Nvidia Will Not Collapse, but the Narrative Has Changed
CUDA's ecosystem moat remains deep. The training market remains dominant. The Rubin roadmap (even if delayed) remains competitive. Nvidia will continue to be a high-revenue, strong-technology company.
But the "sole pick-and-shovel player of AI" narrative is over. An 18x forward P/E below the S&P 500's 20x is the market saying: we no longer believe Nvidia is the one irreplaceable player of the AI era. The valuation returning to early-2023 levels is not an oversold correction — it is a repricing to a new reality.
What will Nvidia become? The most likely outcome: "the Intel of the AI era." The analogy is Intel in the PC cycle of the 2000s–2010s — technologically leading, commanding large market share, but no longer the market's growth focus. Not Intel's current predicament.
What to Watch Next: Compute Futures
When spot markets mature, the natural evolution of hedging demand is derivatives. GPU compute's non-storability makes futures more necessary, not less. Oil futures exist because producers and consumers need to lock in future prices. The demand for GPU futures is stronger, because the non-storability of GPU-hours makes spot price volatility more extreme.
By 2027, we may see compute futures contracts, compute ETFs, even compute derivatives hedge funds. It sounds absurd, but consider electricity futures. Electricity is equally non-storable, and electricity futures markets have been running for 20 years.
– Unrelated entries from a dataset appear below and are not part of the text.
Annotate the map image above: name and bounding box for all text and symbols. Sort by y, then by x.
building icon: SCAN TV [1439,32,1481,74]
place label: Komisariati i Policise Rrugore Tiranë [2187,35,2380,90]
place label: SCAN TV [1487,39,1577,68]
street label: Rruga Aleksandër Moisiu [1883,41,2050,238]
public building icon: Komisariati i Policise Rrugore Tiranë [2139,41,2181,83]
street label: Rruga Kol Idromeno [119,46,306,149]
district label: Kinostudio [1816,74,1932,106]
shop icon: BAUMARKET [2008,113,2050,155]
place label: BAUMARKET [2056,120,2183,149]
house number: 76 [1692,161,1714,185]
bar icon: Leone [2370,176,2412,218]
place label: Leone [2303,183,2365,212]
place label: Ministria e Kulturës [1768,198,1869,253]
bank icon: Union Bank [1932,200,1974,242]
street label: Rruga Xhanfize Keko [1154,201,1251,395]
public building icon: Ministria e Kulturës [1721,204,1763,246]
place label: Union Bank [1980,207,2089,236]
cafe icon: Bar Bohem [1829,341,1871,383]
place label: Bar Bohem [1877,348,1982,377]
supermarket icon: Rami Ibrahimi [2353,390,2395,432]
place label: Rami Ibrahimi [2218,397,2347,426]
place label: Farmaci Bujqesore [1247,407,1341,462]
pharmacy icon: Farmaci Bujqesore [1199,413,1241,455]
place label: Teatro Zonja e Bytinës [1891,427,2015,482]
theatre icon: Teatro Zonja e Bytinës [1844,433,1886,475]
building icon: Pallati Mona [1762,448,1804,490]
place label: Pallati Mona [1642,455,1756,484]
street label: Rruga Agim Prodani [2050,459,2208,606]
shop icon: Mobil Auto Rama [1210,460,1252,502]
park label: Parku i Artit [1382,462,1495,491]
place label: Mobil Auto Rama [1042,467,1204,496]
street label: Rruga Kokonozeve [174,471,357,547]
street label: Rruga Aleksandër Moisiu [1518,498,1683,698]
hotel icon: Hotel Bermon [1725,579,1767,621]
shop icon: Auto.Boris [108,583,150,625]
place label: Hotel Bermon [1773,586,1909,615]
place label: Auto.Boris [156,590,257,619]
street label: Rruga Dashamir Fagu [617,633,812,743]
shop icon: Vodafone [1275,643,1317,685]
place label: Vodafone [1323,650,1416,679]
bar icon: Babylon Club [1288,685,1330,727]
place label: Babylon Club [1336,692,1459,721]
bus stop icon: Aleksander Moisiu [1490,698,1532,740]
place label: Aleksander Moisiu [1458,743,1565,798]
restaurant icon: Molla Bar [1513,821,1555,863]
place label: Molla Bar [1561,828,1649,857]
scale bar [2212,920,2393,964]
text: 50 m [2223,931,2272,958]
But compute futures face a barrier that electricity futures do not: standardization. Electricity has unified delivery standards and a transmission grid. GPU differentiation (H100 vs. B200 — different generations, different configurations) makes standardized contracts extremely difficult. In a market where hardware performance doubles every 18 months, the underlying asset for a 3-month-forward contract may have already depreciated. Ornn currently handles only spot trading — futures are the logical next step, but far more complex than spot.
Sources & Disclaimer: This article is based on publicly available information, including Ornn's official platform data, NVIDIA FY2027 Q1 earnings and earnings call, Micron/SK Hynix/Samsung latest quarterly reports, SemiAnalysis GPU market analysis, Artificial Analysis and PricePerToken inference pricing trackers, Bernstein and Goldman Sachs research reports, and public disclosures from relevant companies. Not investment advice. Data as of July 11, 2026.